Vanuatu, the first country in the world to ban plastic straws with the introduction of a single-use plastic regulation, has lent its voice to growing and urgent calls for a global treaty to end the scourge of plastic pollution.

As negotiators burn the midnight oil in the halls of the United Nations Environment Programme (UNEP) headquarters in Nairobi, Kenya, at the third session of the Intergovernmental Negotiating Committee to develop an international legally binding instrument on plastic pollution, including in the marine environment (INC-3), Vanuatu has urged parties to work together for a solution, calling on them to consider the full range of impacts on human health and the environment in the text negotiations.

On Wednesday, 15 November, Vanuatu’s Director of the Department of Environmental Protection and Conservation, Touasi Tiwok, addressed the gathering and reminded about the devastating impact of the triple planetary crisis of climate, plastic pollution and loss of biodiversity on Pacific countries.

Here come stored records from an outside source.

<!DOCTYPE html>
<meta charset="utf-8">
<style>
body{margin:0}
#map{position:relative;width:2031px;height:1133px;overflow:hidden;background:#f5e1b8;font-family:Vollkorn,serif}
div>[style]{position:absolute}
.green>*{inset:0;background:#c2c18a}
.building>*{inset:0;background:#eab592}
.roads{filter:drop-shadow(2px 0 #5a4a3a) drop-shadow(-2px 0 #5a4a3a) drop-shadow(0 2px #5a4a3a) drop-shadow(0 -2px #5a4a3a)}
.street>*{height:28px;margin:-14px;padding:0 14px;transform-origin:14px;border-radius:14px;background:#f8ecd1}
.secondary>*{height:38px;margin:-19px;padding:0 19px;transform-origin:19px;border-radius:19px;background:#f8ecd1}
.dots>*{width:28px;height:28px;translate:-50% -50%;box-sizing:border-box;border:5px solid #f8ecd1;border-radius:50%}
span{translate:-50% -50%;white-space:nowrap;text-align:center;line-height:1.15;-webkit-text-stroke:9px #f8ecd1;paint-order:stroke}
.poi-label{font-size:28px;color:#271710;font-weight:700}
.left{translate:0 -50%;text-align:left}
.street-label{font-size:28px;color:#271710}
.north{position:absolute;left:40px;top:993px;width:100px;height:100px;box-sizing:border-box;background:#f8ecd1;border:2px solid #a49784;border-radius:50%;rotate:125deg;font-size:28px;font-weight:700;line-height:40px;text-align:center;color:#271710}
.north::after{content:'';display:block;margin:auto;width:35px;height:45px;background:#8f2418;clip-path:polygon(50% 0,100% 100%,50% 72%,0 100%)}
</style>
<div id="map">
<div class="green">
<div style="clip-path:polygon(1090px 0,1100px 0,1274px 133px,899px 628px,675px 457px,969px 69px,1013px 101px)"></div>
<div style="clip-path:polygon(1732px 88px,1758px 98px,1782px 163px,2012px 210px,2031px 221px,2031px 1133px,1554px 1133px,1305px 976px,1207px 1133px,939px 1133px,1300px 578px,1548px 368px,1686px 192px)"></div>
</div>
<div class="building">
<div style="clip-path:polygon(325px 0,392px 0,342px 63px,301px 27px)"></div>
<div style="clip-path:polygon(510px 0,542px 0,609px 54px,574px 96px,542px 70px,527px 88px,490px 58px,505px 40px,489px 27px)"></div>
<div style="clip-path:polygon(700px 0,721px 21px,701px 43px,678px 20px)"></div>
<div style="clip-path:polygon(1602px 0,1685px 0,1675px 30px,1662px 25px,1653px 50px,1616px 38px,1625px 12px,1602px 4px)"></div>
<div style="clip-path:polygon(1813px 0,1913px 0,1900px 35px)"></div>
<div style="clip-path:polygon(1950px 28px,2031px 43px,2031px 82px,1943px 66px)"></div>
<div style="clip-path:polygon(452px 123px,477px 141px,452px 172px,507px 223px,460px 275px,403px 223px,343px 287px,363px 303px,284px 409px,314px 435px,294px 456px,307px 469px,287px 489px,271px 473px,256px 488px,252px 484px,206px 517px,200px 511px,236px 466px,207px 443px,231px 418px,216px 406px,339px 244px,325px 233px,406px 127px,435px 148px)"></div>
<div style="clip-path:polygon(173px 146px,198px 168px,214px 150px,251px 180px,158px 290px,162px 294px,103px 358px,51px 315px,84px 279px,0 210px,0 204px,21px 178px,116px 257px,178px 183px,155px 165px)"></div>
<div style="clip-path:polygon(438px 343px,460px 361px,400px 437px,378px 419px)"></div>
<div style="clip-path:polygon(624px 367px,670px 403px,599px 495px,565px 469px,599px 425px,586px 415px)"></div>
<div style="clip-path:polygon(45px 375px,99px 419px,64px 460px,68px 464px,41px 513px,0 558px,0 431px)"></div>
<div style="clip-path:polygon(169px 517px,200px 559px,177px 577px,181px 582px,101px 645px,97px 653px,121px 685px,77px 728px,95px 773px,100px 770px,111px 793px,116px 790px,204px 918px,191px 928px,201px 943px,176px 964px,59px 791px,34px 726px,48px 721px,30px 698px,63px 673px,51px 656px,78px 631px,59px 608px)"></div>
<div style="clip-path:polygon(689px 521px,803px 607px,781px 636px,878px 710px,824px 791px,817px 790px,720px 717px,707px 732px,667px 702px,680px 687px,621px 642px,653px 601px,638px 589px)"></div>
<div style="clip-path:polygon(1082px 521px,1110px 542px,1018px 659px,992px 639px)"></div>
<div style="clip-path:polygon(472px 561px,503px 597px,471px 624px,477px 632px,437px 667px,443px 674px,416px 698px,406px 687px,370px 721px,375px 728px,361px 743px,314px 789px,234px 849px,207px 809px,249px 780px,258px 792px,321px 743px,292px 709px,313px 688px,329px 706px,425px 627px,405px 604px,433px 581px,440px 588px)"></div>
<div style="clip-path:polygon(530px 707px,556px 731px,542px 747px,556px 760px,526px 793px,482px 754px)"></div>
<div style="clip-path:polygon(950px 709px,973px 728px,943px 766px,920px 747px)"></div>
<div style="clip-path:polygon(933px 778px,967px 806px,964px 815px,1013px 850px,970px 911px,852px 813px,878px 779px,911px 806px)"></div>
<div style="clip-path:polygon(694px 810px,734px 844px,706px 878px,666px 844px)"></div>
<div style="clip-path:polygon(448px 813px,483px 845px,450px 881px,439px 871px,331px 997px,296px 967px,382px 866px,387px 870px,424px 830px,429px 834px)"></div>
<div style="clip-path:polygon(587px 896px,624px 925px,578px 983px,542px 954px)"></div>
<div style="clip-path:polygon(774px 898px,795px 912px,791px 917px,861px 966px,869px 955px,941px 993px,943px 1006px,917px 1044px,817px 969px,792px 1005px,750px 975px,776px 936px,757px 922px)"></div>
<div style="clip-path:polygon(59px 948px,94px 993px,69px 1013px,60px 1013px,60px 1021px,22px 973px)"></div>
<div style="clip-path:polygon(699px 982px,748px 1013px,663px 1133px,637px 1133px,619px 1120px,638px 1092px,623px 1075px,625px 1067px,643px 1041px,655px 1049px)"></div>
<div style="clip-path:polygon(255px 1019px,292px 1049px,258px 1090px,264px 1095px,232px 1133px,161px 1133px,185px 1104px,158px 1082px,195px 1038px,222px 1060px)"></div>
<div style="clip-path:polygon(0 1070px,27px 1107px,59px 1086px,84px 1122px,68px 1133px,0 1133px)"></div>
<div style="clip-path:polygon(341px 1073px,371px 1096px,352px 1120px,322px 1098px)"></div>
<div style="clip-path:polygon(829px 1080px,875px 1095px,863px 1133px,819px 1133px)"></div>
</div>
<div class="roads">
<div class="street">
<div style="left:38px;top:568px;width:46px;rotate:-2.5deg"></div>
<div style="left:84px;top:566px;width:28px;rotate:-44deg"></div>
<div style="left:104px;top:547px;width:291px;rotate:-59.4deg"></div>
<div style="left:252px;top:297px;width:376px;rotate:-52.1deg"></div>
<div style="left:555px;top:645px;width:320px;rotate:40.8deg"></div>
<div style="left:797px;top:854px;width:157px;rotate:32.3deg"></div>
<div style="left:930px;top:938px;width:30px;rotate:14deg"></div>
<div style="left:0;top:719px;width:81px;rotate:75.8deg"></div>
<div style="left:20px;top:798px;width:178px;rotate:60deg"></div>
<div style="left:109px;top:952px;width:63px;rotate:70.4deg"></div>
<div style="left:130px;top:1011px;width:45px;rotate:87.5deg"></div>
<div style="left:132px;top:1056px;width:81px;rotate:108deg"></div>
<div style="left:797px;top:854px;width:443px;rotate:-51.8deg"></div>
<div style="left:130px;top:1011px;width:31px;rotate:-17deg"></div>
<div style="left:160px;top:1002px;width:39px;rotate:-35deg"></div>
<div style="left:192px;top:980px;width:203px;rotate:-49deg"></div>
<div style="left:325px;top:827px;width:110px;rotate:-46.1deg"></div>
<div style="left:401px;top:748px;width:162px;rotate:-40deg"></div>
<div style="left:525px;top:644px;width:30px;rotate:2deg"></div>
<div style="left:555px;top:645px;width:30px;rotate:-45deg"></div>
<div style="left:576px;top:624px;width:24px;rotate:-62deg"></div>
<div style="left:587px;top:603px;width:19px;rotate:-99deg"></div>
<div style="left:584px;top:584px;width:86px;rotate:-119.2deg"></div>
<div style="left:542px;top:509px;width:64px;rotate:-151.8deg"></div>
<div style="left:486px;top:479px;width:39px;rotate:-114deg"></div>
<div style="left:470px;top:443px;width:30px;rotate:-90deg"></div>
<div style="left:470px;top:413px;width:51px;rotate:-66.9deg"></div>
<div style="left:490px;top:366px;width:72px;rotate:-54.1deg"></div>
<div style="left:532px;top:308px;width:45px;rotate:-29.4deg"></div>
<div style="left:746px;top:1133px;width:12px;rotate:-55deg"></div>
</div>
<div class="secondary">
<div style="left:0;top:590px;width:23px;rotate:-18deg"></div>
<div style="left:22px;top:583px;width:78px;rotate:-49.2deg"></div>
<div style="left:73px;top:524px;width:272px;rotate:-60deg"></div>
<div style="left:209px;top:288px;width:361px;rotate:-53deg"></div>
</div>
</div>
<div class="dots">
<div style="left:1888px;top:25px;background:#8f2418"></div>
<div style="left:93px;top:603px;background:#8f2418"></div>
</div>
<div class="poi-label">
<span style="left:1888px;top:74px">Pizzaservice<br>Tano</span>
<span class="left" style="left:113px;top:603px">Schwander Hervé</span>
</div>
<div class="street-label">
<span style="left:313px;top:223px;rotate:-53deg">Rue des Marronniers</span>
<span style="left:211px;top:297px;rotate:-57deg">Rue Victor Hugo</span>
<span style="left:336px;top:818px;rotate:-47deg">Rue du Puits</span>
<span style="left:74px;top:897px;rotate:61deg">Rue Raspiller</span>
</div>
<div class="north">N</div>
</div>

For this year alone, Vanuatu has been struck by three devastating cyclones, the most recent one being Cyclone Lola hitting last month, leaving many communities in ruin. Earlier in the year, Cyclone Judy and Cyclone Kevin struck the island nation within the space of two days. 

For Tiwok and her delegation, they have experienced the acute pain of the triple planetary crisis and they say there is no time to waste. And with more cyclones forecasted to pass through her country before the year ends, she said the impact of plastic pollution is one other burden her country and people can do without. 

“We are here because we all acknowledge a simple truth – plastics pollution is a global problem, requiring a global response,” she said, adding that Vanuatu believes recycling is no longer the solution to plastic pollution.

“Vanuatu, in line with PSIDs and AOSIS, would support for the following to be adopted in our final holistic INC Treaty outcome: The Plastics Treaty must be designed as a standalone convention with specific timelines and targets.

“The Plastics Treaty should, as appropriate, support and complement existing Chemical Conventions such as Basel Convention, Rotterdam Convention, Stockholm Convention and others whose future work could also complement the Plastics Treaty.

“The Treaty must consider the full range of impacts on human health and the environment, and must reflect existing principles of Waste Management. Principles such as 3 R’s, zero waste hierarchy, circularity, waste collectors, public-private partnerships.”

Vanuatu is among 14 Pacific Small Island Developing States (PSIDS) who are amplifying the One Pacific Voice calling for a treaty on plastics in Nairobi. 

INC-3 marks the mid-point of the journey towards a global treaty, following two earlier rounds of negotiations: INC-1, which took place in Punta del Este, Uruguay, in November 2022, and INC-2, which was held in Paris in June. Two more INC sessions are planned for 2024, in Canada and Korea.

This week, negotiators from Pacific countries and from all over the world are responding to the Zero Draft and considering possible provisions related to principles, definitions and scope.

“As a PSIDS member, we support the text in Item 2 of Part III and emphasise that capacity-building, technical assistance and technology transfer must be designed to be sustainable and long-term with due consideration of national circumstances and needs of Parties especially SIDS,” Tiwok said.

“We support a needs assessment to design technical assistance and technology transfer based on fair and most favourable terms including concessional and preferential ones according to mutually agreed terms.”

Vanuatu was the first country in the world to ban plastic straws in 2018 in its single-use plastic regulation which also included non-biodegradable plastic, including bags and polystyrene containers. Since then, the island nation has made significant progress with the ban now extended to include plastic cutlery and grocery packaging like netting and clamshell cases.

But Tiwok wants to see quality leadership from other INC member countries to address the problem, including a commitment to capacity building, financial support, training and research and in other areas.

“Our Pacific region not only faces challenges of accessing financial mechanisms but are compounded by capacity constraints within institutions, policy support, awareness, training, research and education, among others,” she said. “The implementation of this instrument will require timely, sustainable, comprehensive and adequate capacity-building and technical assistance to developing countries, particularly Small Island Developing States (SIDS).”

The third Intergovernmental Negotiating Committee to develop an international legally binding instrument on plastic pollution, including in the marine environment is taking place in Nairobi Kenya from 13 – 19 November 2023.  

The Pacific Islands are represented by the Cook Islands, Federated States of Micronesia, Fiji, Kiribati, Marshall Islands, Nauru, Niue, Palau, Papua New Guinea, Samoa, Solomon Islands, Tonga, Tuvalu and Vanuatu through the support of the Government of Australia and the United Nations.

They are supported by the Secretariat of the Pacific Regional Environment Programme (SPREP), working with partners the Pacific Islands Forum Secretariat, Office of the Pacific Ocean Commissioner, Environmental Investigation Agency, Centre for International Environmental Law, University of Wollongong, WWF and Massey University.